### DATA SHOWN
::::::
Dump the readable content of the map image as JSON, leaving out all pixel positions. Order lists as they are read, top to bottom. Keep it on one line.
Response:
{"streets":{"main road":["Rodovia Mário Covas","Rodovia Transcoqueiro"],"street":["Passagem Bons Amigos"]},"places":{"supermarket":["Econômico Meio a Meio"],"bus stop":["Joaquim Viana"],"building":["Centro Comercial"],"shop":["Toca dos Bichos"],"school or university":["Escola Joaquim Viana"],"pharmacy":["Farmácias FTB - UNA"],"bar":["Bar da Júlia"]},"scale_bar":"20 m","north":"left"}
::::::
### EXERCISE AIM
What is needed is a word-for-word restatement of all the data.

### EXPECTED OUTPUT
Dump the readable content of the map image as JSON, leaving out all pixel positions. Order lists as they are read, top to bottom. Keep it on one line.
Response:
{"streets":{"main road":["Rodovia Mário Covas","Rodovia Transcoqueiro"],"street":["Passagem Bons Amigos"]},"places":{"supermarket":["Econômico Meio a Meio"],"bus stop":["Joaquim Viana"],"building":["Centro Comercial"],"shop":["Toca dos Bichos"],"school or university":["Escola Joaquim Viana"],"pharmacy":["Farmácias FTB - UNA"],"bar":["Bar da Júlia"]},"scale_bar":"20 m","north":"left"}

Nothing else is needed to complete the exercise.